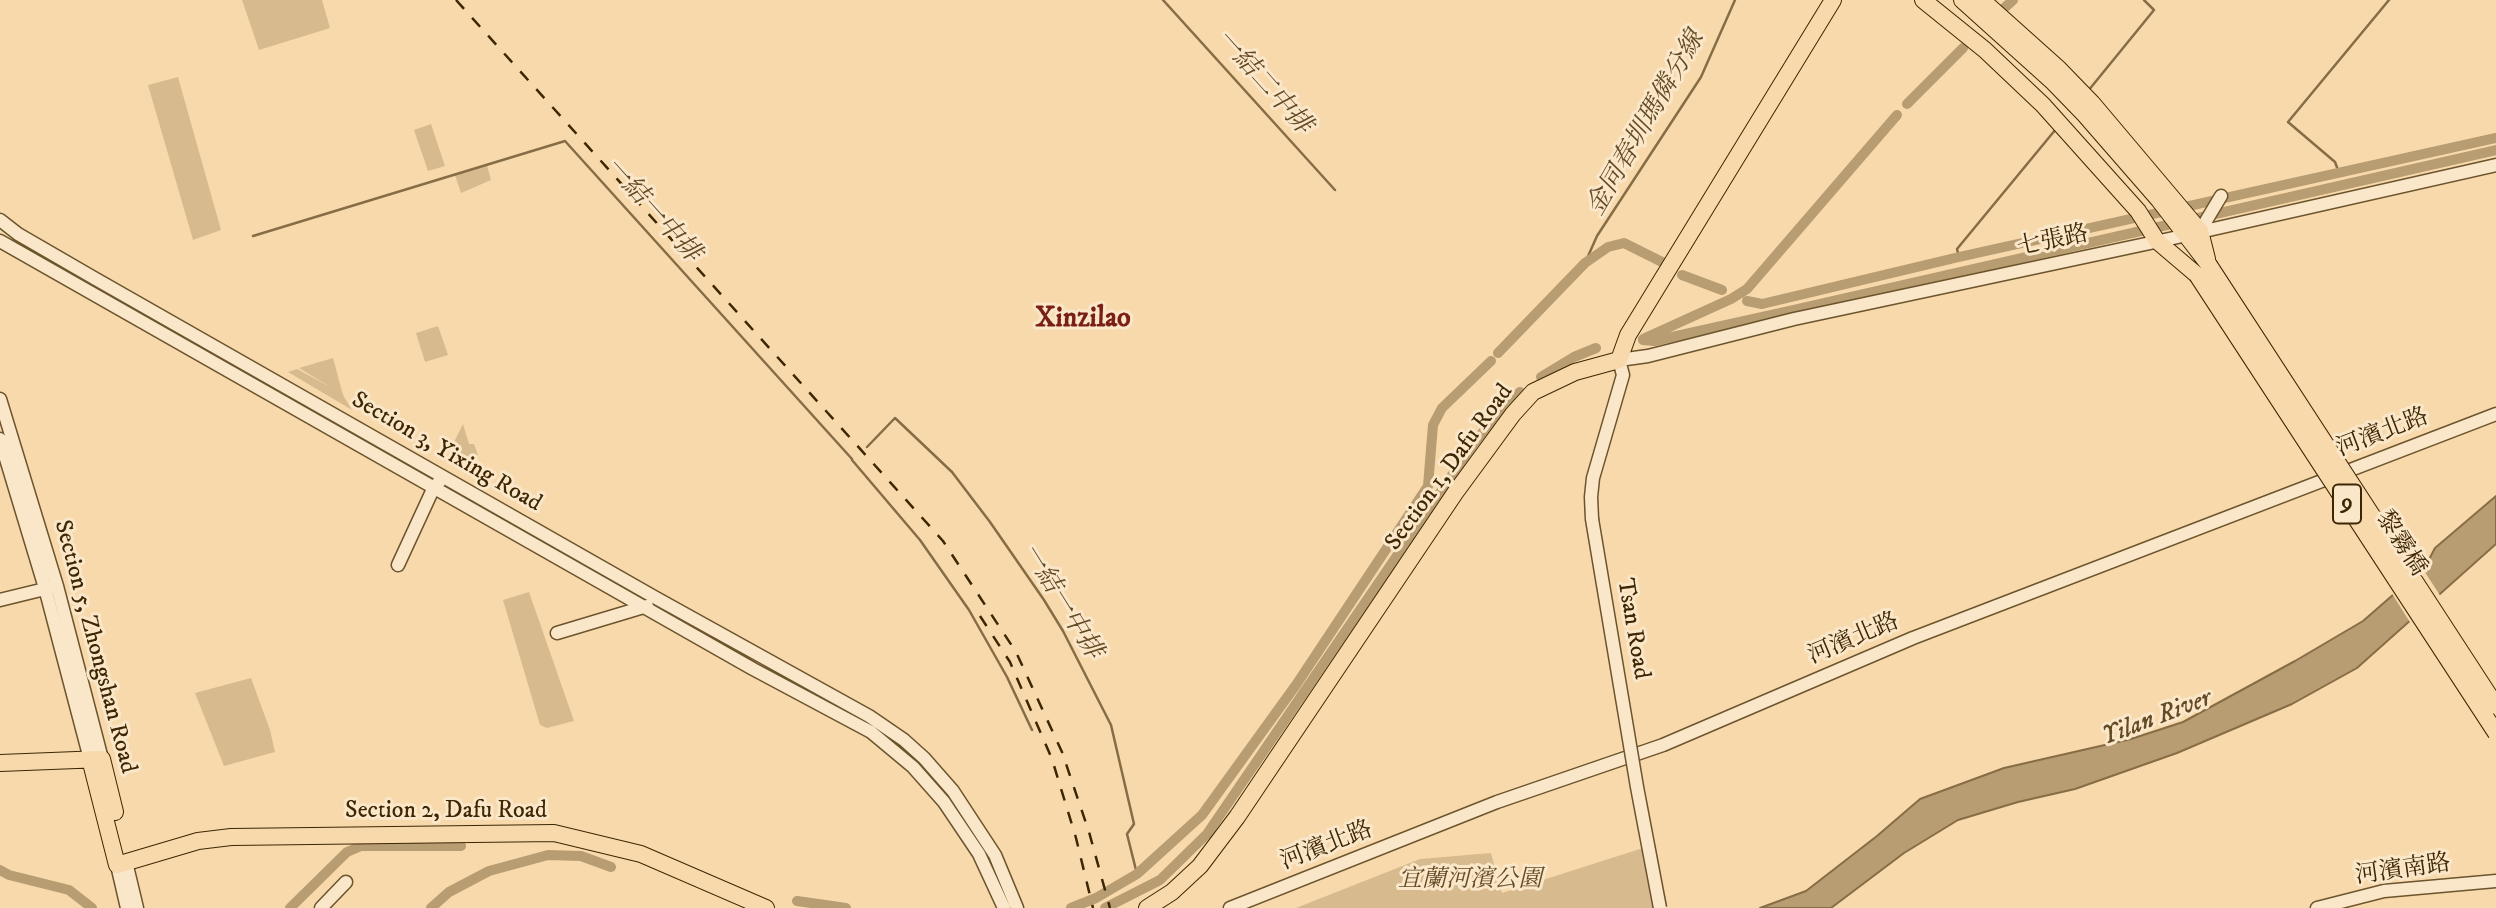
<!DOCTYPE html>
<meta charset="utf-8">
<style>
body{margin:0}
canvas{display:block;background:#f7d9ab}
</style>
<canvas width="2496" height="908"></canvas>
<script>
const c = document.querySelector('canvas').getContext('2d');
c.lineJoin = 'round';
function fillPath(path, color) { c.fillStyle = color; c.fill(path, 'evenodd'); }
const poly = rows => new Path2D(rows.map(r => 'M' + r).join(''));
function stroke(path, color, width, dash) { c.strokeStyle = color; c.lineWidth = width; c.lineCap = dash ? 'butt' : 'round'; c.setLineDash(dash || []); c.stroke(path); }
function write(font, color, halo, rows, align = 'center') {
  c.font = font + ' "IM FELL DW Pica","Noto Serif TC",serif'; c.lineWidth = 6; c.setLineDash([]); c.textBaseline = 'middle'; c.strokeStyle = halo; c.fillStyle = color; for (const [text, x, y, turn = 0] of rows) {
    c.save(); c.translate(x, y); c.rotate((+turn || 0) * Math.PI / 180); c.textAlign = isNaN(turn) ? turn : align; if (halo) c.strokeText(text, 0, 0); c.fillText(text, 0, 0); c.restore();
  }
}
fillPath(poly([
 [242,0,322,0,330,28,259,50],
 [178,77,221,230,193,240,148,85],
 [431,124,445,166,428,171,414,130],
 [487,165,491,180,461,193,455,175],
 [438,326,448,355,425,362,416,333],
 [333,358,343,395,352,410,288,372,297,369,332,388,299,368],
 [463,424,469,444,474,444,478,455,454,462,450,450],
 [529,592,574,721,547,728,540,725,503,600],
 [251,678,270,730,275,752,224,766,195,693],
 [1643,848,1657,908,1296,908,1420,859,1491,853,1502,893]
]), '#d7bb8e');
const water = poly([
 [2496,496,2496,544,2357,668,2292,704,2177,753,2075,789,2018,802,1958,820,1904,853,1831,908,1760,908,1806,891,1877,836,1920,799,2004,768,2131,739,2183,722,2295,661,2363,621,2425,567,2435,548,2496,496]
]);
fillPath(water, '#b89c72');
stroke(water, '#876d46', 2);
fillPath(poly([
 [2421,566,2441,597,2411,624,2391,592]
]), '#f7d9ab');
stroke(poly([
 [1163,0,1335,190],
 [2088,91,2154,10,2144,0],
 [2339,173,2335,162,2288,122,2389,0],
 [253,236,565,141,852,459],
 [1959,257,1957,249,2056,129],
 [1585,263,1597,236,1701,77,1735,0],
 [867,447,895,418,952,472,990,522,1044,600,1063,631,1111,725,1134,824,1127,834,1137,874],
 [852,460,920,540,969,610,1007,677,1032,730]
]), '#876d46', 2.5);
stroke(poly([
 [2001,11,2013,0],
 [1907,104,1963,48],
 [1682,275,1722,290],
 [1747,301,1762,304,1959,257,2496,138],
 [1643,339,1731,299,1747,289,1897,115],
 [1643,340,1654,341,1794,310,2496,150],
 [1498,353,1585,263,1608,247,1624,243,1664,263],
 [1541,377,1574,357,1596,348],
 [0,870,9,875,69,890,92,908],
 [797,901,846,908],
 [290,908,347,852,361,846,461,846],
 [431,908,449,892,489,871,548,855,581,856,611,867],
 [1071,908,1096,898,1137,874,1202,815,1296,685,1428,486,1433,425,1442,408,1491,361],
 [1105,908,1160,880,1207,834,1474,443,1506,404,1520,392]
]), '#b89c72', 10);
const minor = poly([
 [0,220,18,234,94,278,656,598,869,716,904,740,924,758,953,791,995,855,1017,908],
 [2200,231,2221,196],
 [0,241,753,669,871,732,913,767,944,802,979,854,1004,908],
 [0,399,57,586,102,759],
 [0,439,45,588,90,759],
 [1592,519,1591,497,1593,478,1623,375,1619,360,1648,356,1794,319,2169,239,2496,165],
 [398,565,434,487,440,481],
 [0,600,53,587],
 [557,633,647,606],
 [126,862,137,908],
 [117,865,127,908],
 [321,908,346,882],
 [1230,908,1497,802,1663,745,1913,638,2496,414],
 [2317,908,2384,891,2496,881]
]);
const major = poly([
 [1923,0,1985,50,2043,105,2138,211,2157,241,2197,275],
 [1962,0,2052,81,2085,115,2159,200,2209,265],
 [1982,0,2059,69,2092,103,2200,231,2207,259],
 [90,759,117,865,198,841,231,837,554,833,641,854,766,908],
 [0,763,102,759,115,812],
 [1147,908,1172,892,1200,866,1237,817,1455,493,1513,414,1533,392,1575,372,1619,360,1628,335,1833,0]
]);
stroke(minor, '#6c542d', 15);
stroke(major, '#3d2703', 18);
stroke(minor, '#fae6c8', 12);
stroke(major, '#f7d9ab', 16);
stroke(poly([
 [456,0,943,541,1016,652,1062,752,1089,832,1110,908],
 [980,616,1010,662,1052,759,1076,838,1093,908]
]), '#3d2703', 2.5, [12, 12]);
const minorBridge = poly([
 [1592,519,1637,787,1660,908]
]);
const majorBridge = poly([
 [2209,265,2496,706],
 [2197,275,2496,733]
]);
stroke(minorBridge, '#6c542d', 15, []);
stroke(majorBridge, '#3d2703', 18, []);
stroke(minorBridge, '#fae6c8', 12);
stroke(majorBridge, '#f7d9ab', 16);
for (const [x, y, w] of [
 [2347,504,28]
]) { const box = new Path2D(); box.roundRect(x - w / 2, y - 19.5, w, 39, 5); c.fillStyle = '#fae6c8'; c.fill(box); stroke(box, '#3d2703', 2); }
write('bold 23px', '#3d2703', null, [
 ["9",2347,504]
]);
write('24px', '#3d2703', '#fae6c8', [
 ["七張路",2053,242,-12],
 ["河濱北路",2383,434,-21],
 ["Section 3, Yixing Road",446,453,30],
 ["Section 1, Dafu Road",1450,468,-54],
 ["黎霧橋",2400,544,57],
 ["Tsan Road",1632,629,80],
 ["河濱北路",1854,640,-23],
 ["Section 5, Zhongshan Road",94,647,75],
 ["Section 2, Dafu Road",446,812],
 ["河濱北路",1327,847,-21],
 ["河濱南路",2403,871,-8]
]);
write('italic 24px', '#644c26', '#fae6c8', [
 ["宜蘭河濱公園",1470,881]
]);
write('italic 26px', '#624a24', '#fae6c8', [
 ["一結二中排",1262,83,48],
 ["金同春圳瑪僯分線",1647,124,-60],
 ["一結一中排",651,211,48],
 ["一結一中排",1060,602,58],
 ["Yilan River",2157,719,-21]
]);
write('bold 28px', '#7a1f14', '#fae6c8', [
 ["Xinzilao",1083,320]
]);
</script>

What is needed ▸
Return all lines from the material that contain "color".

Reply to the task ▸
function fillPath(path, color) { c.fillStyle = color; c.fill(path, 'evenodd'); }
function stroke(path, color, width, dash) { c.strokeStyle = color; c.lineWidth = width; c.lineCap = dash ? 'butt' : 'round'; c.setLineDash(dash || []); c.stroke(path); }
function write(font, color, halo, rows, align = 'center') {
  c.font = font + ' "IM FELL DW Pica","Noto Serif TC",serif'; c.lineWidth = 6; c.setLineDash([]); c.textBaseline = 'middle'; c.strokeStyle = halo; c.fillStyle = color; for (const [text, x, y, turn = 0] of rows) {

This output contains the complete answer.